Problem to solve: Across the material below, how many lines contain the word "Nind"? Give only the number.

++++++++++++++++++++

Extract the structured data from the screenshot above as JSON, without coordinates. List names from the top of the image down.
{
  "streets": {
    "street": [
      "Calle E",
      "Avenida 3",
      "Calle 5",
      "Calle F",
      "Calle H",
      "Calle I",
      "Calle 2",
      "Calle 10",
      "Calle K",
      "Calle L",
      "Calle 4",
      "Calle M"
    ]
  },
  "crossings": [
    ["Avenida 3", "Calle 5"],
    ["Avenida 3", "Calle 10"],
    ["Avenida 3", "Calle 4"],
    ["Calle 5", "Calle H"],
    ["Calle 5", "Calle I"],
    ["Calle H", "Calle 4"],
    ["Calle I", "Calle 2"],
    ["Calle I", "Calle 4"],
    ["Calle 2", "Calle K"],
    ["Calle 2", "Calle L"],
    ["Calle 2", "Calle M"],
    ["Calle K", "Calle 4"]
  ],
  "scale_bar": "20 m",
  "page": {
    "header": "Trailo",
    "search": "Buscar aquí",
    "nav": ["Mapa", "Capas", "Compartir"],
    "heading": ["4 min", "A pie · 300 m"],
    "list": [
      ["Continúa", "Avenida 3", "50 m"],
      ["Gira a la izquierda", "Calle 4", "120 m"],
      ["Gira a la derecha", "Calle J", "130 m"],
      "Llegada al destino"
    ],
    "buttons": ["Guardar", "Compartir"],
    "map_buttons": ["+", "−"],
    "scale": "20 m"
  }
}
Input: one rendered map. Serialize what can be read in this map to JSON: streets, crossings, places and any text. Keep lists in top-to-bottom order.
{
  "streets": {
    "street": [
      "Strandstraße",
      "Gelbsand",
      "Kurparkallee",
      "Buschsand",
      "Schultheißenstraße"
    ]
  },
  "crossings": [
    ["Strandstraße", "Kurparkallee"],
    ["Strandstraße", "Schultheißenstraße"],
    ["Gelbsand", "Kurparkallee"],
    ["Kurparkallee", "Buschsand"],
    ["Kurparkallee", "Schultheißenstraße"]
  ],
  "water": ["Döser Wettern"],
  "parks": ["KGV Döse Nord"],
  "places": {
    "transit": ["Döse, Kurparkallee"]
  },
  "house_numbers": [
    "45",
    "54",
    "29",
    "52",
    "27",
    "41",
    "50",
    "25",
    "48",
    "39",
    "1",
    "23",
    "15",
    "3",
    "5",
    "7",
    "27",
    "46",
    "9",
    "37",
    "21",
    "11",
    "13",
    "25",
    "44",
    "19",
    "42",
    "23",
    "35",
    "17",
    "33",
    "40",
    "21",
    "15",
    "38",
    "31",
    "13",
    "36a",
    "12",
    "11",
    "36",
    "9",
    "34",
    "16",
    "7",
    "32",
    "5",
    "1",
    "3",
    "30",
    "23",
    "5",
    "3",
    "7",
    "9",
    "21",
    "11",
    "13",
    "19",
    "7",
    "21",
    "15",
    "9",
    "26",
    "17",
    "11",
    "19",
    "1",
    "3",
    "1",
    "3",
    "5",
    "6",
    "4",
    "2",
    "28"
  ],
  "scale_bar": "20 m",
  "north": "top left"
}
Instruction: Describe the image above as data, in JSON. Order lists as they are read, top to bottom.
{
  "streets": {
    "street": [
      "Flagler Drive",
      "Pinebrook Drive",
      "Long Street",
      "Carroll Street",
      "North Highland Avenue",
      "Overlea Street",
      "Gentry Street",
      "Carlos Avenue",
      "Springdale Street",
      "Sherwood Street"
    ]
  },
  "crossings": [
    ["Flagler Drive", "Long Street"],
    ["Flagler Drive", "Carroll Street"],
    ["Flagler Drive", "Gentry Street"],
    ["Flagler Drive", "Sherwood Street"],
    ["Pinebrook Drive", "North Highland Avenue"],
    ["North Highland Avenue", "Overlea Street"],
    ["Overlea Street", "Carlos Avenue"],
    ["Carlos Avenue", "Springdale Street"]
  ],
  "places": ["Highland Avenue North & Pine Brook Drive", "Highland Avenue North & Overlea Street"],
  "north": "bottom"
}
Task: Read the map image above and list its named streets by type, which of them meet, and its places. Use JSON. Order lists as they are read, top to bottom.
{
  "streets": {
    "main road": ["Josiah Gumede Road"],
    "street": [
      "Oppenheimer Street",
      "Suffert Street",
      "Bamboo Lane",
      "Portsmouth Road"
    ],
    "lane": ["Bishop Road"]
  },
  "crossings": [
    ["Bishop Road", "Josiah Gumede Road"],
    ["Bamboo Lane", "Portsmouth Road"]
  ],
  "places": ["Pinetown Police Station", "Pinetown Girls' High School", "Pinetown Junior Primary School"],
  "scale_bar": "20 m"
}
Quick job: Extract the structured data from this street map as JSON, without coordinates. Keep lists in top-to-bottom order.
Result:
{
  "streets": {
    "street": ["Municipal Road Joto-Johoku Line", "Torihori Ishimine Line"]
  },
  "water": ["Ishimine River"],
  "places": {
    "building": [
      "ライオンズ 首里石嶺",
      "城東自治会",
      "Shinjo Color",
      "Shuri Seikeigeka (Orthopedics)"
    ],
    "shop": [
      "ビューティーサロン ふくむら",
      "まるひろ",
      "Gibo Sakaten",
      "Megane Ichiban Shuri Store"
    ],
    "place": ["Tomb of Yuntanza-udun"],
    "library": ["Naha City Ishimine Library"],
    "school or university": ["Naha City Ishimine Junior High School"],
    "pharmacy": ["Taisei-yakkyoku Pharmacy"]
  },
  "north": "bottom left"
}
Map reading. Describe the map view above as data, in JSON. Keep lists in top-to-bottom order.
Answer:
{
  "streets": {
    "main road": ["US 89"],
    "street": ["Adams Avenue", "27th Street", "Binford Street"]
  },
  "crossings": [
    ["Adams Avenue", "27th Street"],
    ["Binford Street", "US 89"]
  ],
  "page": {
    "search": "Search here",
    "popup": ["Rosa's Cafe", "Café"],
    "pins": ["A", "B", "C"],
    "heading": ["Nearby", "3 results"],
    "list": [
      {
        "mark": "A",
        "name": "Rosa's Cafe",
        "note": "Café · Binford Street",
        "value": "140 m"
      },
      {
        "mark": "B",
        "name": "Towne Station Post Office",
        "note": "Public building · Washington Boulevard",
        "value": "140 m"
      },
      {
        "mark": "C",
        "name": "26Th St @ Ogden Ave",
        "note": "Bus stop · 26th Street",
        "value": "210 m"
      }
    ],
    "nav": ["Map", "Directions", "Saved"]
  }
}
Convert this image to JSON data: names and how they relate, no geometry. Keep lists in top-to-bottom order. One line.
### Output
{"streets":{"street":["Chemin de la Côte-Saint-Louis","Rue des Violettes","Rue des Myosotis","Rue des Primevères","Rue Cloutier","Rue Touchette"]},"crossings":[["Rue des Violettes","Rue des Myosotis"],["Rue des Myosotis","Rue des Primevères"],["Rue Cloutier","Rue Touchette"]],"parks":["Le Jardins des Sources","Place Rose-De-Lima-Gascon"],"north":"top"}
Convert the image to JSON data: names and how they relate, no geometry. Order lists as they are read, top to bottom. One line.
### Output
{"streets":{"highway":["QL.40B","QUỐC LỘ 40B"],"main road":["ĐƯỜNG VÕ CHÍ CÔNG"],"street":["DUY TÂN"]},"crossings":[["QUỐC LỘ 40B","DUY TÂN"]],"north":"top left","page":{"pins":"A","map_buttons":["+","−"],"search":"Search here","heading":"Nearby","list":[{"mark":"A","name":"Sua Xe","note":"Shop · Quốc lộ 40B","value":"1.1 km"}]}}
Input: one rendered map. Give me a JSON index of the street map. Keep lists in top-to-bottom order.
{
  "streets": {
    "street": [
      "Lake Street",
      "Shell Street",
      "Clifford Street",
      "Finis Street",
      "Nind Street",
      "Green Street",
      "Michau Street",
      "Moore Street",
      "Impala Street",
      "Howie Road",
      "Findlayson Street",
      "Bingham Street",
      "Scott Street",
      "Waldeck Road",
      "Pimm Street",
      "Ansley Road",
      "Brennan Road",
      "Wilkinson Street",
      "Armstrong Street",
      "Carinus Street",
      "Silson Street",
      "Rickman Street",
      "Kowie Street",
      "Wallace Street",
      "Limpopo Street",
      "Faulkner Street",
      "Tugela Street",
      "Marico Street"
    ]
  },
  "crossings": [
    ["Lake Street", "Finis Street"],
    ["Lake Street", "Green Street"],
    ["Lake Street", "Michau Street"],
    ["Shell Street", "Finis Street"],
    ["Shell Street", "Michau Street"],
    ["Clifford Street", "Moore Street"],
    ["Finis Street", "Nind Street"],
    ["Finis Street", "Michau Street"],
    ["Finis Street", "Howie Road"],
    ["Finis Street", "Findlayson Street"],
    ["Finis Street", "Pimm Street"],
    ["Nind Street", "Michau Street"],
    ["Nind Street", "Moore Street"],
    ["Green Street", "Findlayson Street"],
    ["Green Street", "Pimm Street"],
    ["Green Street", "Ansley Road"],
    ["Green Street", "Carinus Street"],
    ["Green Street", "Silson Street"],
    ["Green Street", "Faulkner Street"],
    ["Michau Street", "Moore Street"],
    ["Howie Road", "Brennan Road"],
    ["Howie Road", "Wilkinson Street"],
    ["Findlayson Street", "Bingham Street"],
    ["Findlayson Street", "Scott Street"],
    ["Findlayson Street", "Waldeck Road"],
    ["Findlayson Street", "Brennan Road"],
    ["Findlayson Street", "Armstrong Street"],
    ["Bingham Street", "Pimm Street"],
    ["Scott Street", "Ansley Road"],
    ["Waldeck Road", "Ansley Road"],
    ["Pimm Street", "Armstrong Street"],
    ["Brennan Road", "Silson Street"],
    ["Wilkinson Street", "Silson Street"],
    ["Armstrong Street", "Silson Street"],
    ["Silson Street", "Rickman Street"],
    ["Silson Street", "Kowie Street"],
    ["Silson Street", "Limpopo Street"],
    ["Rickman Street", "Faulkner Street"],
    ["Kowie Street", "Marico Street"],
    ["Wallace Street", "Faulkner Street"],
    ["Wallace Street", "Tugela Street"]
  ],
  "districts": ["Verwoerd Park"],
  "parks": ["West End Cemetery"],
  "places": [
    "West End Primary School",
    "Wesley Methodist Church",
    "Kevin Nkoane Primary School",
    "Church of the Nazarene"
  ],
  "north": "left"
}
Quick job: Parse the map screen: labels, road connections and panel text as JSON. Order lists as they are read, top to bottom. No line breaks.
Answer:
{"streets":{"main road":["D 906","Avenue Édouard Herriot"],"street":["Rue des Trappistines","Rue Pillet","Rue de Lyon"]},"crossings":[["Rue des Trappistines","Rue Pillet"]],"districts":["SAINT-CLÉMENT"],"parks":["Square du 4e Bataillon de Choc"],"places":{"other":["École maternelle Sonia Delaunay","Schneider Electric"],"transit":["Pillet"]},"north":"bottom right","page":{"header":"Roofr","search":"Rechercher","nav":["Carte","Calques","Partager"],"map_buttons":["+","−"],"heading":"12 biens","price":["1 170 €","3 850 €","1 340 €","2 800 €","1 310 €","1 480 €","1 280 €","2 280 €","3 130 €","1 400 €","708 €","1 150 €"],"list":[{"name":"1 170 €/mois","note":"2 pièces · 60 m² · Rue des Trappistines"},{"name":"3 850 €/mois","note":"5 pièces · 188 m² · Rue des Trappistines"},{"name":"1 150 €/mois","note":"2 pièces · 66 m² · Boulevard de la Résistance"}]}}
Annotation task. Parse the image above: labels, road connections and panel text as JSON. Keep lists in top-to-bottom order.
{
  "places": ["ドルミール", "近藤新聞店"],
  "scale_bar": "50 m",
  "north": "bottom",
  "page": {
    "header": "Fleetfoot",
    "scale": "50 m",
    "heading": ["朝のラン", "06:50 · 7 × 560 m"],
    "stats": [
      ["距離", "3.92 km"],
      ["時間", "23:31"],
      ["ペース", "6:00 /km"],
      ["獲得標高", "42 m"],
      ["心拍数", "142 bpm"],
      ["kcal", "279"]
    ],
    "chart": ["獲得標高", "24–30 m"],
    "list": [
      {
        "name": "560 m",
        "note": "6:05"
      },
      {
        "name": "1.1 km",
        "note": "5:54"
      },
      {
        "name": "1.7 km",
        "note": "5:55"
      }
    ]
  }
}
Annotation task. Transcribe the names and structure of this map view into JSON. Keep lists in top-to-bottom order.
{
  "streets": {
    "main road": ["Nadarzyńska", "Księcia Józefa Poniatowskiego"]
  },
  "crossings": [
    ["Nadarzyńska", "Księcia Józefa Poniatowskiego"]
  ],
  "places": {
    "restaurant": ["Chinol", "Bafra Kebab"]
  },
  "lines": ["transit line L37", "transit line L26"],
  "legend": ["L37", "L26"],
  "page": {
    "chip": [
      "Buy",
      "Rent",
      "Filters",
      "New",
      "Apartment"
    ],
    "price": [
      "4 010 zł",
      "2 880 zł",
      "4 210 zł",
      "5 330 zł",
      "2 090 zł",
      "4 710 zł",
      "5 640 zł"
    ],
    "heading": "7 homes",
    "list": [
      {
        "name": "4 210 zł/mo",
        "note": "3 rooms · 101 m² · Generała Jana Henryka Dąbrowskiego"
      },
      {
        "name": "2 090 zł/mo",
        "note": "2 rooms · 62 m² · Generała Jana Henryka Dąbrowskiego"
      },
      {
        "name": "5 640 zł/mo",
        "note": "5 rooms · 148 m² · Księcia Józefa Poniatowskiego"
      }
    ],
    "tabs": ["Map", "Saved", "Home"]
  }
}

++++++++++++++++++++

Answer to this problem: 4